To the loud approval of a large contingent of her followers on Court 12, China’s Li Na cruised into the second round of the Ladies’ Singles by defeating Michaella Krajicek, the would-be comeback kid from Holland, in a match that was more closely contested than the 6-1, 6-1 scoreline would indicate.
This might be termed the Battle of the Wounded Knees, since both players have spent much time out of action with knee problems. Li, the sixth seed at The Championships, was sidelined for four months of the 2008 season after surgery on her right knee and was out for a month with ankle trouble sustained in losing the final of this year’s Australian Open, while the 24-year-old Krajicek, having suffered knee injuries involving surgery since the age of 16, spent much of 2012 out of action because of more trouble with the right knee.
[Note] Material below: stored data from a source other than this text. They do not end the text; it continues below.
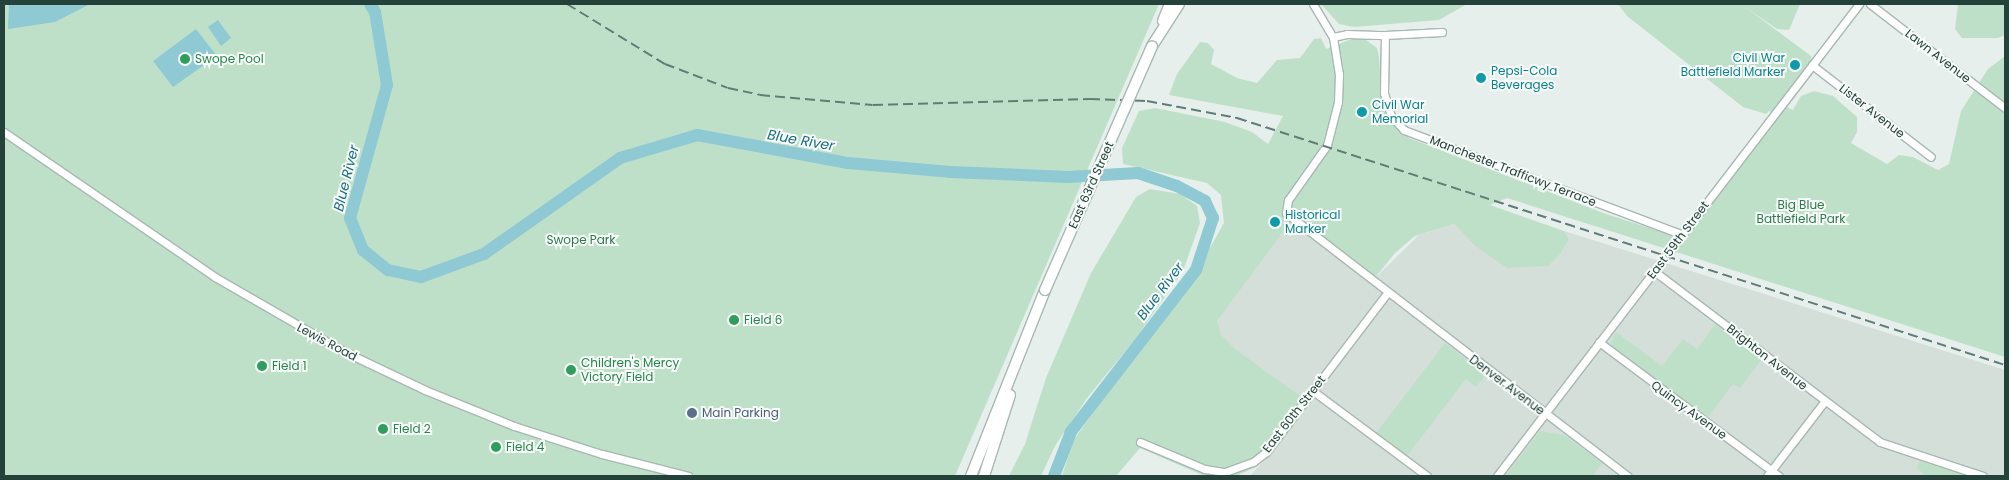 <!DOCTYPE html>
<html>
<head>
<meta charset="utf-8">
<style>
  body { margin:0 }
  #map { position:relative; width:2009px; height:480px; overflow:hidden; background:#e6efeb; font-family:Poppins,sans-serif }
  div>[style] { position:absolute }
  .built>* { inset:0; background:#d4dfda }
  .green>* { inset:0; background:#bfe0c8 }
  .water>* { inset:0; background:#8ec9d4 }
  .river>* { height:12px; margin:-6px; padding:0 6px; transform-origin:6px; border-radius:6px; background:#8ec9d4 }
  .roads { filter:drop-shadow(1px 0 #a8b8b2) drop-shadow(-1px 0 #a8b8b2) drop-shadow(0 1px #a8b8b2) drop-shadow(0 -1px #a8b8b2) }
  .street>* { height:7px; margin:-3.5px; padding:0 3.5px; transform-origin:3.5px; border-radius:3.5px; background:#fff }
  .secondary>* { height:10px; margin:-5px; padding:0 5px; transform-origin:5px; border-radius:5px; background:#fff }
  .rail>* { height:2px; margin-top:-1px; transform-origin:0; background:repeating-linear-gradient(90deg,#5f7d75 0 10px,transparent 0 15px) }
  .bridges { filter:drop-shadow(1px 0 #a4bbb3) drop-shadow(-1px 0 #a4bbb3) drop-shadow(0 1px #a4bbb3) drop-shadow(0 -1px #a4bbb3) }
  .secondary-bridge>* { height:10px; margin:-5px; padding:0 5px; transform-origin:5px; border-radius:5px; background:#fff }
  .dots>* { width:14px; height:14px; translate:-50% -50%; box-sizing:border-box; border:2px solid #f7fbf9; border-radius:50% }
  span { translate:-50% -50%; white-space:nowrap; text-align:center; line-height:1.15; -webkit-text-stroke:4px #f7fbf9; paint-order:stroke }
  .street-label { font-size:12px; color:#24423a }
  .culture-label { font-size:12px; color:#0d838f }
  .right { translate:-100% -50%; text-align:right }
  .left { translate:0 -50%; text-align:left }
  .leisure-label { font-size:12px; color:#27864d }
  .park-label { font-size:12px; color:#2d7a4b }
  .service-label { font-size:12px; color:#4e5e75 }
  .water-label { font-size:14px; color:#1c6f80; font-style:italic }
  .frame { position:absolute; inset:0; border:5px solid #24423a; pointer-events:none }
</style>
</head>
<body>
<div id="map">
  <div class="built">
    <div style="clip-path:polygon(1290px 220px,1374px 279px,1419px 235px,1454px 224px,1475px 246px,1569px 239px,1564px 231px,2005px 370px,2005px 476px,1250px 476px,1264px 460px,1209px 330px)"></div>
  </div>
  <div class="green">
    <div style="clip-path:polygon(4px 4px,1159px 4px,955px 476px,4px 476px)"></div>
    <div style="clip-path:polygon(1321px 4px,1467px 4px,1439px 20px,1354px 27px,1339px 24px)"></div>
    <div style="clip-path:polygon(1618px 4px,1800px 4px,1789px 30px,1777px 29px,1745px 7px,1811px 56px,1812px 75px,1787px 107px,1793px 110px,1801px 96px,1814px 91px,1833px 96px,1857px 117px,1857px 132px,1851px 143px,1887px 164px,1899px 155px,1913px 157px,1938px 170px,1949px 164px,1961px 111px,1988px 69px,2005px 56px,2005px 357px,1507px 198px,1490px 205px,1564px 231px,1569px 239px,1560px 254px,1548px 266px,1507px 268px,1475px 246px,1454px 224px,1415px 236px,1395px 253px,1374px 279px,1294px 217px,1217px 321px,1221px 335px,1235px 349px,1310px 403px,1268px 457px,1254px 468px,1238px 475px,1220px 476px,1202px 475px,1140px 448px,1116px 476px,1062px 476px,1073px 441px,1211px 246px,1224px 223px,1221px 195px,1207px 183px,1123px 164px,1122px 148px,1139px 111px,1155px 108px,1225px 122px,1252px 132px,1268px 144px,1283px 116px,1169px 95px,1177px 74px,1200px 42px,1208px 43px,1214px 50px,1211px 64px,1237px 78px,1257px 83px,1277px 60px,1300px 58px,1314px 39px,1321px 38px,1326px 49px,1352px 39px,1366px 40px,1377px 48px,1379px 57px,1383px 108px,1390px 122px,1409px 138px,1606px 214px,1684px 239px,1778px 118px,1769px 111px,1766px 114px,1743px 107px,1627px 16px)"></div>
    <div style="clip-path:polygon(1958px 4px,2005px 4px,2005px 35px,1998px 38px,1962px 38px,1955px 29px)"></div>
    <div style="clip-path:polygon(1150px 189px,1180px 194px,1197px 206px,1200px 223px,1183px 271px,1136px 338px,1087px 398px,1055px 446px,1041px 476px,1009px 476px,1025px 444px,1046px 378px,1091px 273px,1136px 197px)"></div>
    <div style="clip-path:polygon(1715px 324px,1762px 359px,1740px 388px,1733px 384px,1706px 420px,1614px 350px,1611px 343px,1616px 332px,1662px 366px,1683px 339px,1697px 349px)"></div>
    <div style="clip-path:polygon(1445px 343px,1486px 375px,1476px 387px,1466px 379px,1407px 456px,1376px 433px)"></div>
    <div style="clip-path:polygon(1540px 431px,1564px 435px,1602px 463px,1593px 476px,1505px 476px)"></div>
    <div style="clip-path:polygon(1920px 461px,1964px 475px,1967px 476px,1926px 476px,1916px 467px)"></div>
  </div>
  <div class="water">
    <div style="clip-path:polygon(9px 4px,90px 4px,55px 22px,8px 29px)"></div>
    <div style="clip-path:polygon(218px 20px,231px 38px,221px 46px,208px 27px)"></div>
    <div style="clip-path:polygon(196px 29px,217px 56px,173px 87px,153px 61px)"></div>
  </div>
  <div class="river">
    <div style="left:370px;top:4px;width:9px;rotate:58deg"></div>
    <div style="left:375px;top:12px;width:74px;rotate:80.7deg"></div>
    <div style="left:387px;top:85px;width:138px;rotate:105.5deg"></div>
    <div style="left:350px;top:218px;width:35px;rotate:68deg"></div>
    <div style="left:363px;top:250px;width:32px;rotate:39deg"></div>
    <div style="left:388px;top:270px;width:34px;rotate:12deg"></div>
    <div style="left:421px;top:277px;width:67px;rotate:-20.1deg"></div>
    <div style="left:484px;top:254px;width:166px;rotate:-35.2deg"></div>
    <div style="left:620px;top:158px;width:80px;rotate:-16.6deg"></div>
    <div style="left:697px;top:135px;width:154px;rotate:10.5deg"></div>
    <div style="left:848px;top:163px;width:102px;rotate:5deg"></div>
    <div style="left:950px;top:172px;width:118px;rotate:2.4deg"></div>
    <div style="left:1068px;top:177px;width:70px;rotate:-3.3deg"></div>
    <div style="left:1138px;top:173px;width:41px;rotate:18.4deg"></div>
    <div style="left:1177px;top:186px;width:32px;rotate:28deg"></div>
    <div style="left:1205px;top:201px;width:19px;rotate:65deg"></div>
    <div style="left:1213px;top:218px;width:55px;rotate:108.1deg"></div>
    <div style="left:1196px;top:270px;width:205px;rotate:127.7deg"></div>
    <div style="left:1071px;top:432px;width:47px;rotate:111.1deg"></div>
  </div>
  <div class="roads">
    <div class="street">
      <div style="left:1313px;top:4px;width:39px;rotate:59deg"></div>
      <div style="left:1333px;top:37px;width:37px;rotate:81deg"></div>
      <div style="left:1339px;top:74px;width:28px;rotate:92deg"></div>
      <div style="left:1338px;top:102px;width:44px;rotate:104.3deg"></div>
      <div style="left:1327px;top:145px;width:67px;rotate:125.3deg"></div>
      <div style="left:1288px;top:200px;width:13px;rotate:99deg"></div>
      <div style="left:1286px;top:213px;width:431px;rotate:37.6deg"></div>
      <div style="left:1870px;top:4px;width:170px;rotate:37.6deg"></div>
      <div style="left:1385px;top:35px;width:57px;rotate:-3deg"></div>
      <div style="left:1333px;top:37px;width:14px;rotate:-12deg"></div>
      <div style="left:1347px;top:34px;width:38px;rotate:2deg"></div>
      <div style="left:1385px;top:35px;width:58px;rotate:91deg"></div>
      <div style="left:1384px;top:93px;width:24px;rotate:73deg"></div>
      <div style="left:1391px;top:116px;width:19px;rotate:47deg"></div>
      <div style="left:1404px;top:130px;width:296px;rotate:20.6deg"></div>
      <div style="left:1812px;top:65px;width:150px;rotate:37.7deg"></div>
      <div style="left:4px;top:132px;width:256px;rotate:34.5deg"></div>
      <div style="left:215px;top:277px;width:148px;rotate:30deg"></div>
      <div style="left:343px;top:351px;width:91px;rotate:25.4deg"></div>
      <div style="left:425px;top:390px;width:96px;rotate:22deg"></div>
      <div style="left:514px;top:426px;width:92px;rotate:17.7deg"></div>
      <div style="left:602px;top:454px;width:89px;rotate:14.3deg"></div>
      <div style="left:1654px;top:271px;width:283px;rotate:37.1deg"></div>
      <div style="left:1880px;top:442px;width:108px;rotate:18.3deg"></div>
      <div style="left:1599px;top:342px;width:224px;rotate:36.7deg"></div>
      <div style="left:1313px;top:391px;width:142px;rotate:36.7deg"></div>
      <div style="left:1140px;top:442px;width:70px;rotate:22.6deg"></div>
      <div style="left:1205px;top:469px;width:20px;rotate:9deg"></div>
      <div style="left:1225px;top:472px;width:30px;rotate:-20deg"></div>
      <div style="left:1253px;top:462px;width:16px;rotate:-38deg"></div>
      <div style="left:1266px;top:452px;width:200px;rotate:-52.7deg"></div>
      <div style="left:1497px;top:476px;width:595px;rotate:-52.51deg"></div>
      <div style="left:1767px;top:476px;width:93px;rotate:-52.4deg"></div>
    </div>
    <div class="secondary">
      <div style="left:1163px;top:21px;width:18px;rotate:-68deg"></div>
      <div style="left:1152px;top:46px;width:50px;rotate:-57.3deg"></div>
      <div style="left:971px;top:476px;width:200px;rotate:-68.3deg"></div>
      <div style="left:984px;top:476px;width:85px;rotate:-72.2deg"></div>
    </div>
  </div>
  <div class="rail">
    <div style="left:567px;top:4px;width:115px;rotate:31.5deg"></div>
    <div style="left:665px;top:64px;width:67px;rotate:20.9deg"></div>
    <div style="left:728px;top:88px;width:33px;rotate:12deg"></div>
    <div style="left:760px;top:95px;width:113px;rotate:5.1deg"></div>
    <div style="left:873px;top:105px;width:217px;rotate:-1.6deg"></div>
    <div style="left:1090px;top:99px;width:57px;rotate:2deg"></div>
    <div style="left:1147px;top:101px;width:92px;rotate:10.7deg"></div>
    <div style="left:1237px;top:118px;width:807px;rotate:17.83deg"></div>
  </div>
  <div class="bridges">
    <div class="secondary-bridge">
      <div style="left:1045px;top:290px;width:266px;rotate:-66.3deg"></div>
    </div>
  </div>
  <div class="dots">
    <div style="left:185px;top:59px;background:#2e9e5b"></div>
    <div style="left:1795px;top:65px;background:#0f9aa8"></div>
    <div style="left:1481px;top:78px;background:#0f9aa8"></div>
    <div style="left:1362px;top:112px;background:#0f9aa8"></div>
    <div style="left:1275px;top:222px;background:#0f9aa8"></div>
    <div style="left:734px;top:320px;background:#2e9e5b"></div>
    <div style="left:262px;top:366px;background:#2e9e5b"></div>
    <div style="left:571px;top:370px;background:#2e9e5b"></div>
    <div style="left:692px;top:413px;background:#5c6f8a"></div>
    <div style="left:383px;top:429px;background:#2e9e5b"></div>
    <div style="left:496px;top:447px;background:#2e9e5b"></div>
  </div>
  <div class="street-label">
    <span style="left:1938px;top:56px;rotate:38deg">Lawn Avenue</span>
    <span style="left:1872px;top:111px;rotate:38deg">Lister Avenue</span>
    <span style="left:1513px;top:171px;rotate:21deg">Manchester Trafficwy Terrace</span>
    <span style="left:1091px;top:185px;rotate:-66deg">East 63rd Street</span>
    <span style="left:1678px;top:240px;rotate:-53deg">East 59th Street</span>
    <span style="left:327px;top:342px;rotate:28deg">Lewis Road</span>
    <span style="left:1767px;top:357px;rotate:38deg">Brighton Avenue</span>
    <span style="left:1507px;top:385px;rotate:37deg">Denver Avenue</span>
    <span style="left:1689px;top:410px;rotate:36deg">Quincy Avenue</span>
    <span style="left:1294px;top:414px;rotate:-52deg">East 60th Street</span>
  </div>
  <div class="culture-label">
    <span class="right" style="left:1785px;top:65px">Civil War<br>Battlefield Marker</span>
    <span class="left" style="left:1491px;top:78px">Pepsi-Cola<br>Beverages</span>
    <span class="left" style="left:1372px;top:112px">Civil War<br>Memorial</span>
    <span class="left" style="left:1285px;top:222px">Historical<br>Marker</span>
  </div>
  <div class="leisure-label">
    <span class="left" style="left:195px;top:59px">Swope Pool</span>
    <span class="left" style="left:744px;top:320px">Field 6</span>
    <span class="left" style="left:581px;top:370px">Children's Mercy<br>Victory Field</span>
    <span class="left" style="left:272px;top:366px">Field 1</span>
    <span class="left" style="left:393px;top:429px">Field 2</span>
    <span class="left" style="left:506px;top:447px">Field 4</span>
  </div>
  <div class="park-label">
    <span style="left:1801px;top:212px">Big Blue<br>Battlefield Park</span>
    <span style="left:581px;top:240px">Swope Park</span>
  </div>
  <div class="service-label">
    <span class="left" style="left:702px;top:413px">Main Parking</span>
  </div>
  <div class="water-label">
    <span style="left:801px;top:140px;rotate:10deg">Blue River</span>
    <span style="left:346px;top:178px;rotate:-76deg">Blue River</span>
    <span style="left:1160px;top:291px;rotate:-53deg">Blue River</span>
  </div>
  <div class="frame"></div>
</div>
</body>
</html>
As a result of missing so much of last season, Krajicek’s ranking has plummeted to 575, but she gained direct entry to Wimbledon by being awarded a special ranking of 105. It was her first appearance at The Championships since 2008 and the rustiness showed.
Li has the ranking and the Grand Slam track record (as champion of Roland Garros in 2011), while Krajicek can boast the family pedigree on grass, her older brother Richard having won the Gentlemen’s Championship here in 1996, but it was the 31-year-old Li’s superior striking power and form which tilted an entertaining match so decisively. The contest was filled with hard, deep hitting, the difference between the two being that Li consistently struck the ball not only harder but more accurately.
In build and looks Krajicek bears more than a passing resemblance to Steffi Graf, but if Li was perturbed by this factor it certainly did not show. The Chinese broke in the opening game when Krajicek slipped on the baseline, and stayed comfortably in front with the exception of the fourth game, when Krajicek held a break-back point for 2-2, only for the opportunity to escape her. Having clung on to her serve to establish a 3-1 lead, Li broke serve twice more in toughly fought deuce games to capture the first set in 33 minutes.
Things rapidly became bleaker for the Dutch woman as Li hammered her way into a 5-0 second set lead until Krajicek finally held serve to guarantee the match would go beyond the hour mark. Only then did Li falter, committing three double-faults and fighting off two break points as she served for the match. In the end, on Li’s third match point, Krajicek obliged her by walloping a forehand service return well out.
Li summed up the victory as “a pretty good start to Wimbledon”, having lost in the second round of both the 2011 and 2012 Championships. “I still have to get used to playing on grass, so I was feeling pretty happy today.”
Li is in the forefront of popular athletes in China and is reported to have a social network following of more than 10 million, but claimed “I really had no idea”. As for the hundreds of her compatriots cheering her every winner on Court 12, Li said, “Maybe they are students learning English here, watching the tennis, having fun.” Whatever the reason, Li smiled and acknowledged that she “really loved” their support.